You can find following algorithms here: https://code.google.com/p/chromium/codesearch#chromium/src/v8/src/js/array.js&q=array&sq=package:chromium&dr=C
comparefn = function(a, b) {
return -1
}
var InsertionSort = function InsertionSort(a, from, to) {
for (var i = from + 1; i < to; i++) {
var element = a[i];
for (var j = i - 1; j >= from; j--) {
var tmp = a[j];
var order = comparefn(tmp, element);
if (order > 0) {
a[j + 1] = tmp;
} else {
break;
}
}
a[j + 1] = element;
}
console.log(a);
}
var GetThirdIndex = function(a, from, to) {
var t_array = new InternalArray();
// Use both 'from' and 'to' to determine the pivot candidates.
var increment = 200 + ((to - from) & 15);
var j = 0;
from += 1;
to -= 1;
for (var i = from; i < to; i += increment) {
t_array[j] = [i, a[i]];
j++;
}
t_array.sort(function(a, b) {
return comparefn(a[1], b[1]);
});
var third_index = t_array[t_array.length >> 1][0];
return third_index;
}
var QuickSort = function QuickSort(a, from, to) {
var third_index = 0;
while (true) {
// Insertion sort is faster for short arrays.
if (to - from <= 10) {
InsertionSort(a, from, to);
return;
}
if (to - from > 1000) {
third_index = GetThirdIndex(a, from, to);
} else {
third_index = from + ((to - from) >> 1);
}
// Find a pivot as the median of first, last and middle element.
var v0 = a[from];
var v1 = a[to - 1];
var v2 = a[third_index];
var c01 = comparefn(v0, v1);
if (c01 > 0) {
// v1 < v0, so swap them.
var tmp = v0;
v0 = v1;
v1 = tmp;
} // v0 <= v1.
var c02 = comparefn(v0, v2);
if (c02 >= 0) {
// v2 <= v0 <= v1.
var tmp = v0;
v0 = v2;
v2 = v1;
v1 = tmp;
} else {
// v0 <= v1 && v0 < v2
var c12 = comparefn(v1, v2);
if (c12 > 0) {
// v0 <= v2 < v1
var tmp = v1;
v1 = v2;
v2 = tmp;
}
}
// v0 <= v1 <= v2
a[from] = v0;
a[to - 1] = v2;
var pivot = v1;
var low_end = from + 1; // Upper bound of elements lower than pivot.
var high_start = to - 1; // Lower bound of elements greater than pivot.
a[third_index] = a[low_end];
a[low_end] = pivot;
// From low_end to i are elements equal to pivot.
// From i to high_start are elements that haven't been compared yet.
partition: for (var i = low_end + 1; i < high_start; i++) {
var element = a[i];
var order = comparefn(element, pivot);
if (order < 0) {
a[i] = a[low_end];
a[low_end] = element;
low_end++;
} else if (order > 0) {
do {
high_start--;
if (high_start == i) break partition;
var top_elem = a[high_start];
order = comparefn(top_elem, pivot);
} while (order > 0);
a[i] = a[high_start];
a[high_start] = element;
if (order < 0) {
element = a[i];
a[i] = a[low_end];
a[low_end] = element;
low_end++;
}
}
}
if (to - high_start < low_end - from) {
QuickSort(a, high_start, to);
to = low_end;
} else {
QuickSort(a, from, low_end);
from = high_start;
}
}
};
InsertionSort([1, 2, 3, 4, 5], 0, 5);
//QuickSort is recursive and calls Insertion sort, so you'll have multiple logs for this one
QuickSort([1, 2, 3, 4, 5, 6, 7, 8, 9, 10, 11, 12, 13], 0, 13);
//You'll see that for arrays bigger than 10, QuickSort is called.

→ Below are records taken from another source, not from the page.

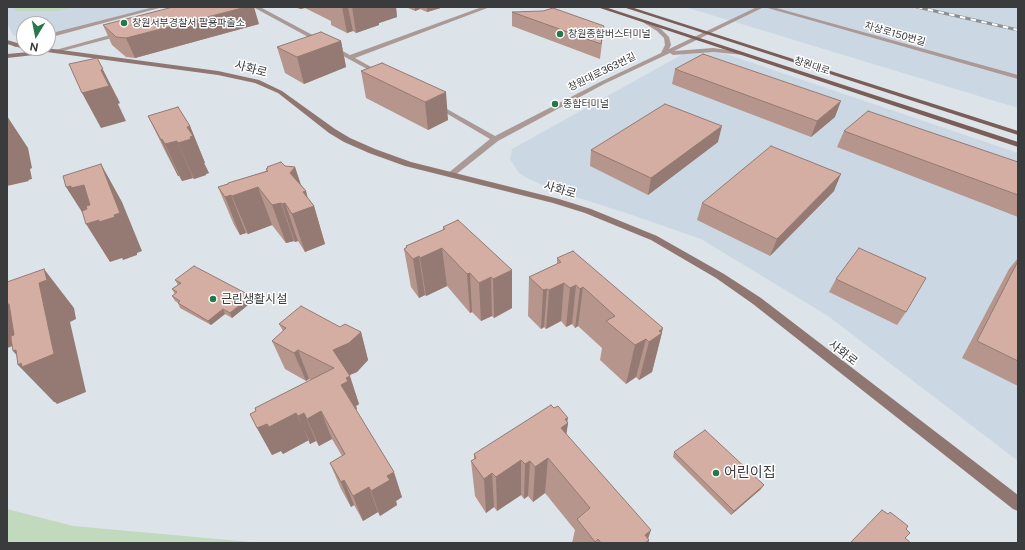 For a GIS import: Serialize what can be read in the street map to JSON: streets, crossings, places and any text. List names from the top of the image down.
{
  "streets": {
    "main road": ["창원대로", "사화로"],
    "street": ["차상로150번길", "창원대로363번길"]
  },
  "crossings": [
    ["창원대로", "창원대로363번길"],
    ["사화로", "창원대로363번길"]
  ],
  "places": [
    "창원서부경찰서 팔용파출소",
    "창원종합버스터미널",
    "종합터미널",
    "근린생활시설",
    "어린이집"
  ],
  "north": "bottom"
} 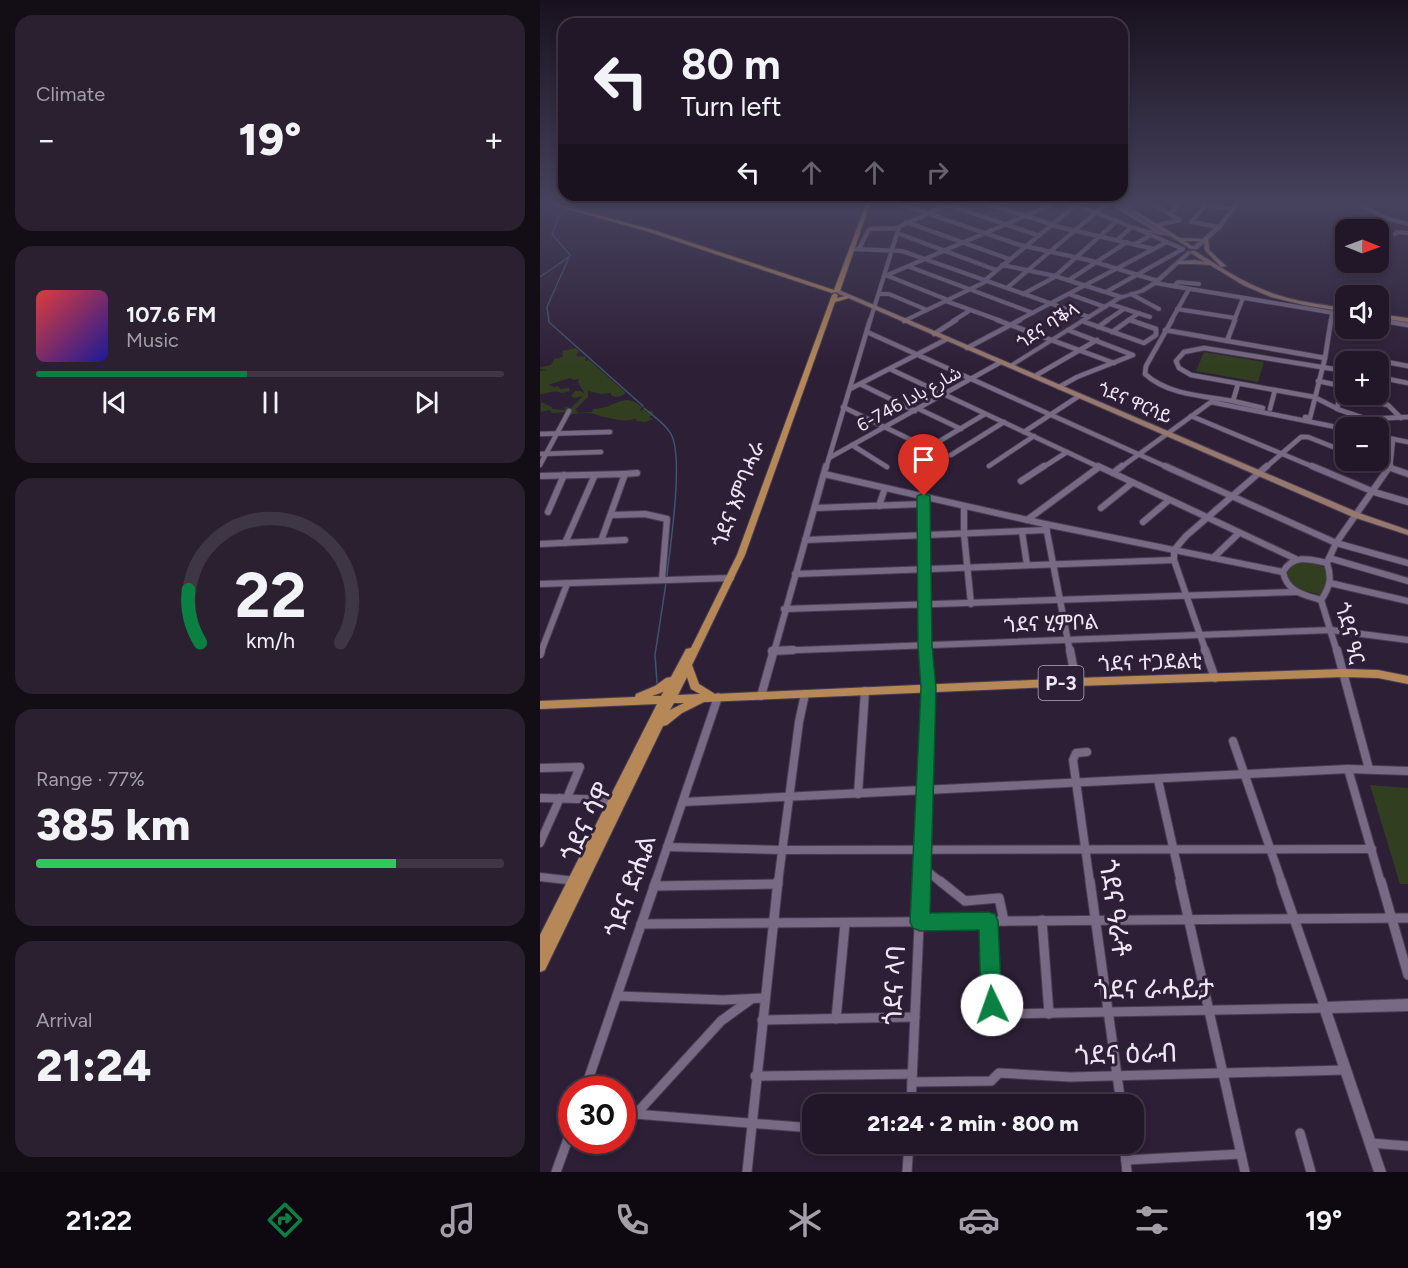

var srt = [1, 2, 3, 4, 5, 6, 7, 8, 9, 10, 11, 12, 13].sort(function() {
return -1
})
console.log(srt)
And JavaScriptCore uses merge sort. You can find this algorithm here:
http://trac.webkit.org/browser/trunk/Source/JavaScriptCore/builtins/ArrayPrototype.js
function min(a, b) {
return a < b ? a : b;
}
function merge(dst, src, srcIndex, srcEnd, width, comparator) {
var left = srcIndex;
var leftEnd = min(left + width, srcEnd);
var right = leftEnd;
var rightEnd = min(right + width, srcEnd);
for (var dstIndex = left; dstIndex < rightEnd; ++dstIndex) {
if (right < rightEnd) {
if (left >= leftEnd || comparator(src[right], src[left]) < 0) {
dst[dstIndex] = src[right++];
continue;
}
}
dst[dstIndex] = src[left++];
}
}
function mergeSort(array, valueCount, comparator) {
var buffer = [];
buffer.length = valueCount;
var dst = buffer;
var src = array;
for (var width = 1; width < valueCount; width *= 2) {
for (var srcIndex = 0; srcIndex < valueCount; srcIndex += 2 * width)
merge(dst, src, srcIndex, valueCount, width, comparator);
var tmp = src;
src = dst;
dst = tmp;
}
if (src != array) {
for (var i = 0; i < valueCount; i++)
array[i] = src[i];
}
return array;
}
console.log(mergeSort([1, 2, 3, 4, 5], 5, function() {
return -1;
}))
Again these may not be exactly the functions used in each browser, but it shows you how different algorithms will behave if you don't actually compare values.